ASSIGNMENT → Collect every line of the records below that contains the word "from".

--- DATA SHOWN Enclosed Below ---

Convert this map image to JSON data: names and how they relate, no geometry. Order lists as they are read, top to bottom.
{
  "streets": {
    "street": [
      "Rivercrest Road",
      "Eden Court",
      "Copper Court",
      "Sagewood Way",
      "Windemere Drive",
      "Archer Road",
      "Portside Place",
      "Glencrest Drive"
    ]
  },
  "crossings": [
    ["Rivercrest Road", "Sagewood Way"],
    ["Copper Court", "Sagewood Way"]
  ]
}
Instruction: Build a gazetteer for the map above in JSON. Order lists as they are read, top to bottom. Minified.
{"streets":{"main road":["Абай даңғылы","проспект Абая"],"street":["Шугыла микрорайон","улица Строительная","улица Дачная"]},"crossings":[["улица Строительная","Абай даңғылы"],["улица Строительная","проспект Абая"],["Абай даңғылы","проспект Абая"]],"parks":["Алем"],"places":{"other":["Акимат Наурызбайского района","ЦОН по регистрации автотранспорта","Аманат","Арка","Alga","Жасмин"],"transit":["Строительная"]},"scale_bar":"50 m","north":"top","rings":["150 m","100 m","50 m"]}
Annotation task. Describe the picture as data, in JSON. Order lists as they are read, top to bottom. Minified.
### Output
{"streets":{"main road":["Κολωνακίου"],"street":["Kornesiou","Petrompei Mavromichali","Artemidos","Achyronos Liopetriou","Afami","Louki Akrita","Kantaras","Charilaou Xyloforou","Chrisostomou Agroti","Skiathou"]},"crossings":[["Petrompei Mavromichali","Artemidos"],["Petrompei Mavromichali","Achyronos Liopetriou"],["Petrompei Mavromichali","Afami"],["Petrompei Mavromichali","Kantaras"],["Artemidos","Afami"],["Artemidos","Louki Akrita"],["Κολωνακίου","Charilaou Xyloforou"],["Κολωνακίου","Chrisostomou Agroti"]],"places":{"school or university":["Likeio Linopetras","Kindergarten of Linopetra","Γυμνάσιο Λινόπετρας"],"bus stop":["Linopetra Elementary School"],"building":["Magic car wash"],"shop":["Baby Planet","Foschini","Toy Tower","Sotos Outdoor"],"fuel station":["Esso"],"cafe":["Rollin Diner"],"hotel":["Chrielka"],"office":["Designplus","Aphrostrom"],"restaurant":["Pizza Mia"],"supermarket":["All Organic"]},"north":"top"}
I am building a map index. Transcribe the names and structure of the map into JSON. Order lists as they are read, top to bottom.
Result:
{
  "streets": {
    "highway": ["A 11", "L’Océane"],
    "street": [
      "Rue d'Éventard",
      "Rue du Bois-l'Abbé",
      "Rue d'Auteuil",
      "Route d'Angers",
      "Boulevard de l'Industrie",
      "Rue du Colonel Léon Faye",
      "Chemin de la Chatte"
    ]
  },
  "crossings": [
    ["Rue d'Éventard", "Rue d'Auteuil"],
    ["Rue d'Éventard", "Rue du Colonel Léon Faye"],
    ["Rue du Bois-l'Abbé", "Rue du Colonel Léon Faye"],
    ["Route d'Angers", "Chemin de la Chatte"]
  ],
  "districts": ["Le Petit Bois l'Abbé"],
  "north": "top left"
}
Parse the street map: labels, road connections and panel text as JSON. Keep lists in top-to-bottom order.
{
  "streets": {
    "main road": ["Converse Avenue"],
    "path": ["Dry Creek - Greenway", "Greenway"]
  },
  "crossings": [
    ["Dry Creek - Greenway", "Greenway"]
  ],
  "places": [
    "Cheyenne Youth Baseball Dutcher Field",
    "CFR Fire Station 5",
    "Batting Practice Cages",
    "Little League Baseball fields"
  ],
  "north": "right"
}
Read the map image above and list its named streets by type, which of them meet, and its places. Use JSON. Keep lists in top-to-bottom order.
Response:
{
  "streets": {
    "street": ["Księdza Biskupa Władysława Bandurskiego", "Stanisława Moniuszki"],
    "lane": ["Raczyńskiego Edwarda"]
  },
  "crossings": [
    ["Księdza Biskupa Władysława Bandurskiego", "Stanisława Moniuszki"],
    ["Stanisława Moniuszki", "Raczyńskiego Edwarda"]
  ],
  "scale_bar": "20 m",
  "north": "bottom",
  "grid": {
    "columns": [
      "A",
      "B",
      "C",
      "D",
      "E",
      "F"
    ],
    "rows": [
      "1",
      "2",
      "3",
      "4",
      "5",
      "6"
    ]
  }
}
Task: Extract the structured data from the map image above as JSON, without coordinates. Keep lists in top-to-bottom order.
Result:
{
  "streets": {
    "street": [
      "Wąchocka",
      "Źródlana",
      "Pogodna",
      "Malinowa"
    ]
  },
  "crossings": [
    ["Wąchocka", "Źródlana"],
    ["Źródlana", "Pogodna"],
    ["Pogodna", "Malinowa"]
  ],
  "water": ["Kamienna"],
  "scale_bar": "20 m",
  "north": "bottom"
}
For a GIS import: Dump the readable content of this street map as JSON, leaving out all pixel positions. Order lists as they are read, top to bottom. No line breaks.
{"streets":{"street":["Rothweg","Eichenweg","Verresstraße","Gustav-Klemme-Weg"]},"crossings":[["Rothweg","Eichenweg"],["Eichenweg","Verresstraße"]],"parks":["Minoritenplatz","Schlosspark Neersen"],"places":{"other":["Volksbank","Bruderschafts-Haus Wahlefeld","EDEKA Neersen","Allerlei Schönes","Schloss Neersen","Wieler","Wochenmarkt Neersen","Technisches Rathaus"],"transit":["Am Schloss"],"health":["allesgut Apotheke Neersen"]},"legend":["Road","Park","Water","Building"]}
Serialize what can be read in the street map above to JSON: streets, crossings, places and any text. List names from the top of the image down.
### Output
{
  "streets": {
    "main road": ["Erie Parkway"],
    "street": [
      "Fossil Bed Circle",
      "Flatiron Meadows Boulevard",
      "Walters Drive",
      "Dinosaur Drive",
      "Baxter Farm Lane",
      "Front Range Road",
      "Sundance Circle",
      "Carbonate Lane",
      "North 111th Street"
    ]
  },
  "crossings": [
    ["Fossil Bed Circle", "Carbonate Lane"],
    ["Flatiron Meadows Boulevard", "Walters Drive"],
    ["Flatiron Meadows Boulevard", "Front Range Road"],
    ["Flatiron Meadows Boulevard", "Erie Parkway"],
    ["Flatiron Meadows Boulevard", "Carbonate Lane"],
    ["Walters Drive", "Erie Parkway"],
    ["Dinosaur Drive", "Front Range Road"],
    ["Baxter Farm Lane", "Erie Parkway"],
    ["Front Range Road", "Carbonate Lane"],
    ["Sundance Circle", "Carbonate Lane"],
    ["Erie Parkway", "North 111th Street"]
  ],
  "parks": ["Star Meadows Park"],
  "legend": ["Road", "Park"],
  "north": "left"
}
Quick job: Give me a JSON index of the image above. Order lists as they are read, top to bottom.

--- End of Enclosed DATA SHOWN ---

RESULT OF THIS TASK →
Task: Extract the structured data from the map image above as JSON, without coordinates. Keep lists in top-to-bottom order.
Serialize what can be read in the street map above to JSON: streets, crossings, places and any text. List names from the top of the image down.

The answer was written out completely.